3:40 PM on 12.18.2007 // Niero Gonzalez
  @destructoid

Please allow me to interrupt a slow news day with tales of piracy from the True Caribbean, as locals call it.  I was recently in Scarborough, Tobago with some friends and noticed this haunting sign plastered on a sign post.  It reads "Three PlayStation 2 games for $120".  It sounds about right in US dollars but this is Trini currency, which exchanges at roughly 1/6 of American dollars.  If you do the math ($120 divided $6 then divided by 3 games) those PS2 games would run you about $6.50 US a pop.  I don't think Sony is being generous to developing countries! 

Sure enough, small strip malls largely carry burned games and there's little or no sign of Wii, 360, and PS3 systems.  Are the locals aware that newer games are available, and do they care?  One prominent shop keeper near the airport barely understood my question. "Games aren't that popular here -- maybe in 5-7 years." 

Back in Port of Spain, Trinidad the scene is a little different.  One source who wished to remain anonymous said "A few people have those newer things, but nobody buys games retail here (chomps on Doubles, beans frothing everywhere) mwhahuhgm ummm uy kiiidfs  yum uhmm slurp (*enthusiastic fingerlicks*) most games come from South America that's a few miles off the coast and the young people mostly trade old games anyway". As we drove around I couldn't find a game shop anywhere. KFC, however, was at every other corner!
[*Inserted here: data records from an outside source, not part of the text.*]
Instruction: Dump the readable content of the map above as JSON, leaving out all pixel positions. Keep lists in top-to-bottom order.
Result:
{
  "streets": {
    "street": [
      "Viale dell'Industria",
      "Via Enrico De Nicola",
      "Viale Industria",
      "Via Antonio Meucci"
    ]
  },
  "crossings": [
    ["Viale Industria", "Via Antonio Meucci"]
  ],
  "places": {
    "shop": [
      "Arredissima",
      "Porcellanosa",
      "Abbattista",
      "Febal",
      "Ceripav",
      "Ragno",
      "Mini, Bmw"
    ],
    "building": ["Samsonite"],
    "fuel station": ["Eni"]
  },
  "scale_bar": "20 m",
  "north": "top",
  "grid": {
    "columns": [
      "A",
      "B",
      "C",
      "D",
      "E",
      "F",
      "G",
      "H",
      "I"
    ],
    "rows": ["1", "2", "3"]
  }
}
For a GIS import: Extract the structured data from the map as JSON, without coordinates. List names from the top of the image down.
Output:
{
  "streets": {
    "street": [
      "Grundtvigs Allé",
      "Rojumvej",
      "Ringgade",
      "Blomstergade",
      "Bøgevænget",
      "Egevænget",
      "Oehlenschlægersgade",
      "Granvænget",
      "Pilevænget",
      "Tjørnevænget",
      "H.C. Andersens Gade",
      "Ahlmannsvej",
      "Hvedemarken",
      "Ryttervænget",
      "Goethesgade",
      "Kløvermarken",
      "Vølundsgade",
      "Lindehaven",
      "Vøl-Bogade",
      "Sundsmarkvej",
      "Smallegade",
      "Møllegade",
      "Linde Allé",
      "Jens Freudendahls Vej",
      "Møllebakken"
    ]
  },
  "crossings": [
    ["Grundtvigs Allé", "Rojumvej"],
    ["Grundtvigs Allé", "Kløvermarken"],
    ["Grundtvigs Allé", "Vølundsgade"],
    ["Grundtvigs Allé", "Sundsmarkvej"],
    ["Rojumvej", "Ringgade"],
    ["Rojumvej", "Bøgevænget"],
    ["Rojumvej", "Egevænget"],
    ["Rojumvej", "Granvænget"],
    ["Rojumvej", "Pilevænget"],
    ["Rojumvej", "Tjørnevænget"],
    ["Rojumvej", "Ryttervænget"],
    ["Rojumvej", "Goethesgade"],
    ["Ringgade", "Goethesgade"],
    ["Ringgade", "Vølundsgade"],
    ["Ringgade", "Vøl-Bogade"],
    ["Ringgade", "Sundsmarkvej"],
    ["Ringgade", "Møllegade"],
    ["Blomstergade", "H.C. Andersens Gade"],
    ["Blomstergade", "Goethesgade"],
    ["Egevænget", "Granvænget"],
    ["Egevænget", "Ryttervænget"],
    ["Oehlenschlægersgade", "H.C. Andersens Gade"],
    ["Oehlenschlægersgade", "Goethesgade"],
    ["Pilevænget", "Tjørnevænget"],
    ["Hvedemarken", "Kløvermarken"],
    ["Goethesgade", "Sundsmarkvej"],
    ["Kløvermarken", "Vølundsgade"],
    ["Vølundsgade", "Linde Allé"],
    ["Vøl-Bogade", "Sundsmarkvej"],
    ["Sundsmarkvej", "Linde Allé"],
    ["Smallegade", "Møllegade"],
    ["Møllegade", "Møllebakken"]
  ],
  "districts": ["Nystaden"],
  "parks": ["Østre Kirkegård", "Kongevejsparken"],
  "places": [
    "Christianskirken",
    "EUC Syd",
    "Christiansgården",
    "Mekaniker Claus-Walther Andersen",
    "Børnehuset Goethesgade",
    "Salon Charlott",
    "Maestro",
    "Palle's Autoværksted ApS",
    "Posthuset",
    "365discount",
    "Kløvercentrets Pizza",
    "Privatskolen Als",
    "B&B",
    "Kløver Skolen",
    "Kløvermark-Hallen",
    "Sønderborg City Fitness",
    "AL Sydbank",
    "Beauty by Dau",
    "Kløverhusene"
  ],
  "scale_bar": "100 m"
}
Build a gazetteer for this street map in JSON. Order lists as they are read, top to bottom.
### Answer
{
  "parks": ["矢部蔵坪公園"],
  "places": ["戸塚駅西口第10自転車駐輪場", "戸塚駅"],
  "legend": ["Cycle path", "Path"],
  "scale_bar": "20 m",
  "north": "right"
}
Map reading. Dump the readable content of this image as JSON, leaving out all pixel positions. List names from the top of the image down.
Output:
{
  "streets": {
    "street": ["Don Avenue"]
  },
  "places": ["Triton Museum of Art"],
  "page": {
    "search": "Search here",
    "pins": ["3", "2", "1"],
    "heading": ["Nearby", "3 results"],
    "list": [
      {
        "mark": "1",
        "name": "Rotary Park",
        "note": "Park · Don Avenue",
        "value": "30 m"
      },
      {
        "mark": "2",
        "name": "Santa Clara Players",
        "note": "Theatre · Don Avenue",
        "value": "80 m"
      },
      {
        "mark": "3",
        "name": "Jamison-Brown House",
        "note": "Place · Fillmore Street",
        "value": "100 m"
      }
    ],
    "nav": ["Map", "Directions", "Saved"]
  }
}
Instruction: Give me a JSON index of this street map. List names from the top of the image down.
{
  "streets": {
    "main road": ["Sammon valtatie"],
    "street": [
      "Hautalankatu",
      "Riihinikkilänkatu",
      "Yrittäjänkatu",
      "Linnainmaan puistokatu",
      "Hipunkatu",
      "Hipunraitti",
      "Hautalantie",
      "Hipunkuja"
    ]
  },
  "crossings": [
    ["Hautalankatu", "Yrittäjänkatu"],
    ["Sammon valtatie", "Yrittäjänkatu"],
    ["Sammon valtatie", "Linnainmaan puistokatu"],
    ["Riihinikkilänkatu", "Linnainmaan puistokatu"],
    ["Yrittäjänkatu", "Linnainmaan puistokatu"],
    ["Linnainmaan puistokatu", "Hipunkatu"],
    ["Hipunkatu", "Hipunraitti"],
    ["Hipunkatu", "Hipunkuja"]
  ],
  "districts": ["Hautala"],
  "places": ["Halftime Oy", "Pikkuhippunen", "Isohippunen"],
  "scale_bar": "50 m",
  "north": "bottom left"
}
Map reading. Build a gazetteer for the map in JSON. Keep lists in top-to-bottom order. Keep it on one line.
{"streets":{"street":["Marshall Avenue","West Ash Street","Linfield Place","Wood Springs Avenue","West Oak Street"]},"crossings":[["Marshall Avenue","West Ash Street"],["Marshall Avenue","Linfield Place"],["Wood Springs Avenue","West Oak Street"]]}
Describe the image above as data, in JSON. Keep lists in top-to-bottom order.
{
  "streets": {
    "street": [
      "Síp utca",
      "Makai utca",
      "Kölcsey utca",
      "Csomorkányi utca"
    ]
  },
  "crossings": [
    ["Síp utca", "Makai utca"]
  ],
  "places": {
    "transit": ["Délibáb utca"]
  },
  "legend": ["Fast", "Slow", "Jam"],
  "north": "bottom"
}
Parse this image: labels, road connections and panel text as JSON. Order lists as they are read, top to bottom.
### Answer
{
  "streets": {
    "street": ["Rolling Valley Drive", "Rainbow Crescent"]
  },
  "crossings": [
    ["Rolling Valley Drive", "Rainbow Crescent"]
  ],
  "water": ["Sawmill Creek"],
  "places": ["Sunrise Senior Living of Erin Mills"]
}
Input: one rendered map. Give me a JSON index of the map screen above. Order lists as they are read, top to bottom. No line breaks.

While I'm sure that the ministry doesn't condone it, they probably have bigger fish to fry. I suppose if we all had the choice of Halo's or parading in the streets drunk with energetic half-naked women for three months in the year even hardcore dorks might game a little less.

I had little chance in hell that these people would read Destructoid so for the rest of my trip I shut my mouth and ate my shark bake, soaking in the mountains and rum.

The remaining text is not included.